OCSs are used to treat asthma exacerbations and as maintenance treatment for patients with severe, uncontrolled eosinophilic asthma at risk of repeated severe exacerbations [3, 6]. Of patients with severe asthma, an estimated 32–45% rely on recurrent or maintenance OCS use [7, 8]. Not only does long-term OCS use have substantial consequences, but cumulative dosing from recurrent OCS use in the shorter term is also associated with adverse events (AEs) including osteoporosis, fractures, hyperglycaemia, diabetes, cardiovascular disease, anxiety and immunosuppression [5, 6, 9, 10]. Furthermore, long-term OCS use can suppress the hypothalamic–pituitary–adrenal (HPA) axis, occasionally resulting in adrenal insufficiency (AI) [11, 12]. These AEs have a further negative impact on the HRQOL of patients with severe asthma and can also worsen other comorbidities.

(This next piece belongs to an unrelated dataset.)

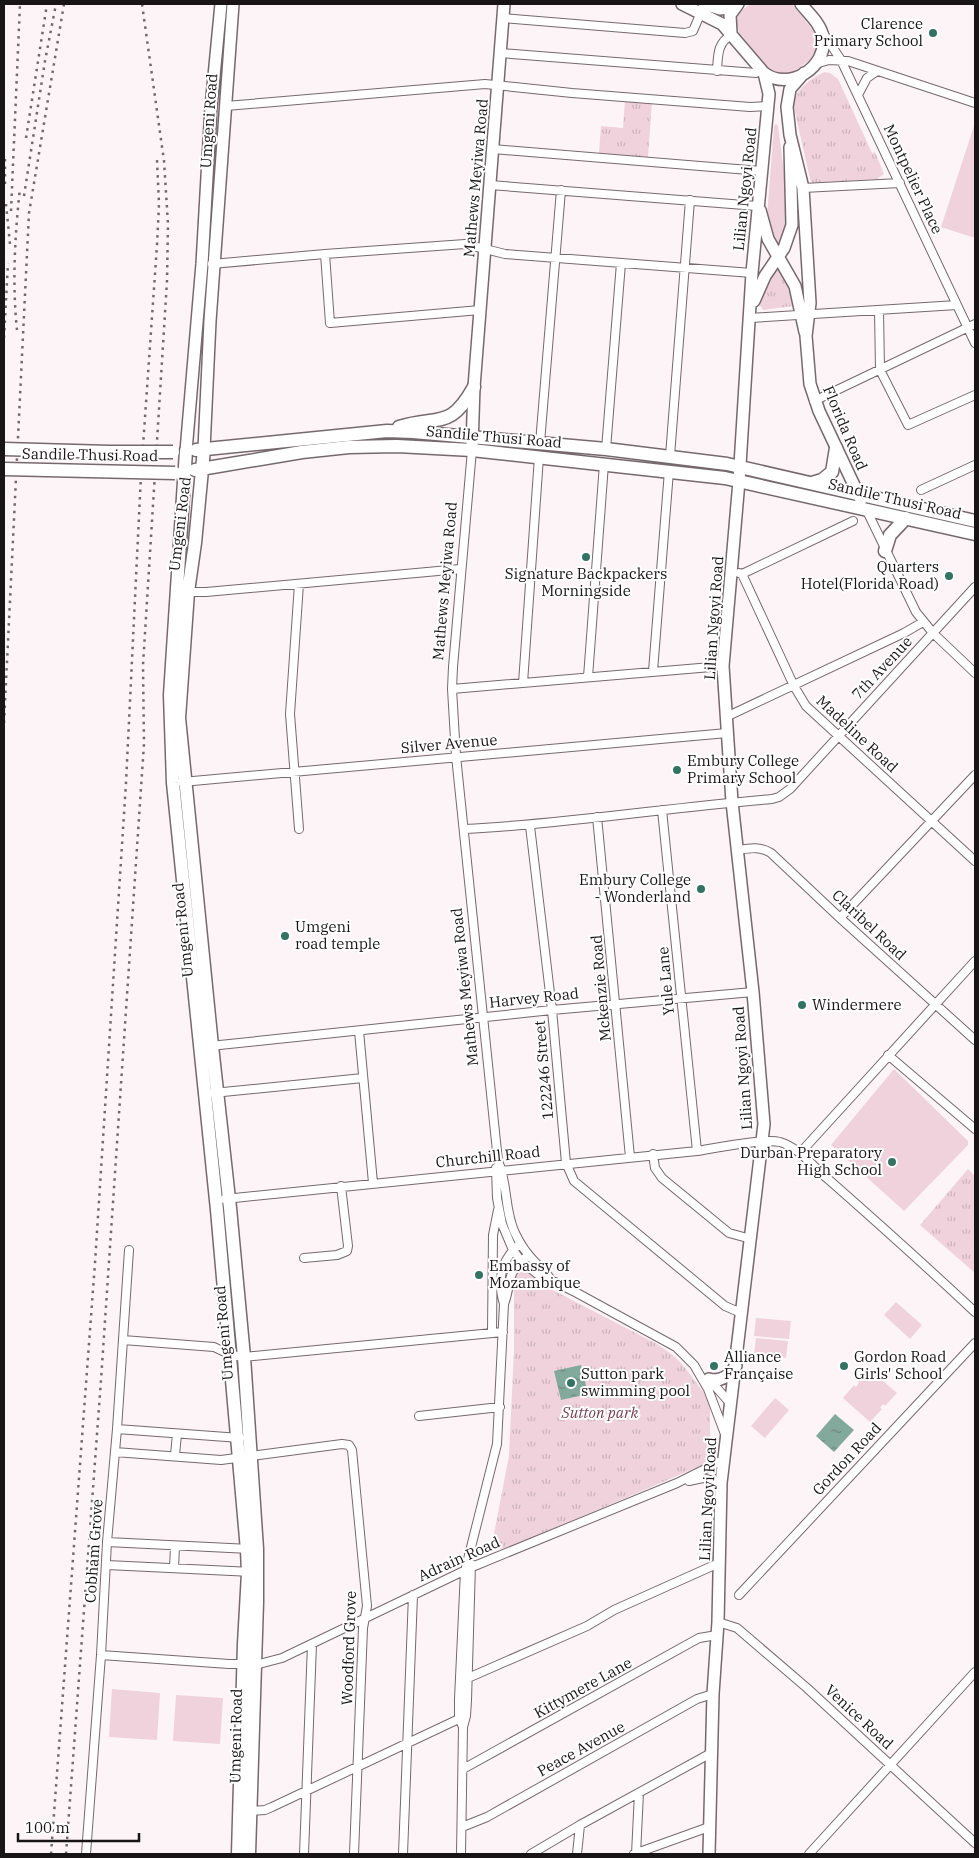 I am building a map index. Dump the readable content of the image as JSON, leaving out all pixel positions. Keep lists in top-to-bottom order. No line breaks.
{"streets":{"main road":["Umgeni Road","Sandile Thusi Road"],"street":["Mathews Meyiwa Road","Montpelier Place","Lilian Ngoyi Road","Florida Road","7th Avenue","Madeline Road","Silver Avenue","Claribel Road","Yule Lane","Mckenzie Road","Harvey Road","122246 Street","Churchill Road","Gordon Road","Cobham Grove","Adrain Road","Woodford Grove","Kittymere Lane","Venice Road","Peace Avenue"]},"crossings":[["Umgeni Road","Sandile Thusi Road"],["Umgeni Road","Silver Avenue"],["Umgeni Road","Harvey Road"],["Umgeni Road","Churchill Road"],["Umgeni Road","Adrain Road"],["Umgeni Road","Woodford Grove"],["Mathews Meyiwa Road","Sandile Thusi Road"],["Mathews Meyiwa Road","7th Avenue"],["Mathews Meyiwa Road","Silver Avenue"],["Mathews Meyiwa Road","Harvey Road"],["Mathews Meyiwa Road","Churchill Road"],["Lilian Ngoyi Road","Florida Road"],["Lilian Ngoyi Road","Sandile Thusi Road"],["Lilian Ngoyi Road","7th Avenue"],["Lilian Ngoyi Road","Madeline Road"],["Lilian Ngoyi Road","Silver Avenue"],["Lilian Ngoyi Road","Claribel Road"],["Lilian Ngoyi Road","Harvey Road"],["Lilian Ngoyi Road","Churchill Road"],["Lilian Ngoyi Road","Adrain Road"],["Lilian Ngoyi Road","Kittymere Lane"],["Lilian Ngoyi Road","Venice Road"],["Lilian Ngoyi Road","Peace Avenue"],["Florida Road","Sandile Thusi Road"],["Florida Road","7th Avenue"],["7th Avenue","Madeline Road"],["7th Avenue","Yule Lane"],["7th Avenue","Mckenzie Road"],["7th Avenue","122246 Street"],["Yule Lane","Harvey Road"],["Yule Lane","Churchill Road"],["Mckenzie Road","Harvey Road"],["Mckenzie Road","Churchill Road"],["Harvey Road","122246 Street"],["122246 Street","Churchill Road"],["Cobham Grove","Adrain Road"],["Adrain Road","Woodford Grove"]],"parks":["Sutton park"],"places":["Clarence Primary School","Signature Backpackers Morningside","Quarters Hotel(Florida Road)","Embury College Primary School","Embury College - Wonderland","Umgeni road temple","Windermere","Durban Preparatory High School","Embassy of Mozambique","Alliance Française","Gordon Road Girls' School","Sutton park swimming pool"],"scale_bar":"100 m"}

Benralizumab is an interleukin-5 receptor α-directed cytolytic monoclonal antibody that induces direct, rapid and nearly complete depletion of eosinophils via enhanced antibody-dependent cell-mediated cytotoxicity [13, 14]. Benralizumab is approved in several countries, including the United States, where it is indicated for the add-on maintenance treatment of patients with severe eosinophilic asthma aged 12 years and older [15]. In the Phase III SIROCCO (ClinicalTrials.gov identifier: NCT01928771) and CALIMA (ClinicalTrials.gov identifier: NCT01914757) trials, benralizumab in combination with high-dosage ICSs plus long-acting β2-agonists (LABAs) significantly reduced asthma exacerbations and improved lung function and disease control for patients with severe, uncontrolled asthma and blood eosinophil counts ≥300 cells·μL−1 versus placebo [16, 17].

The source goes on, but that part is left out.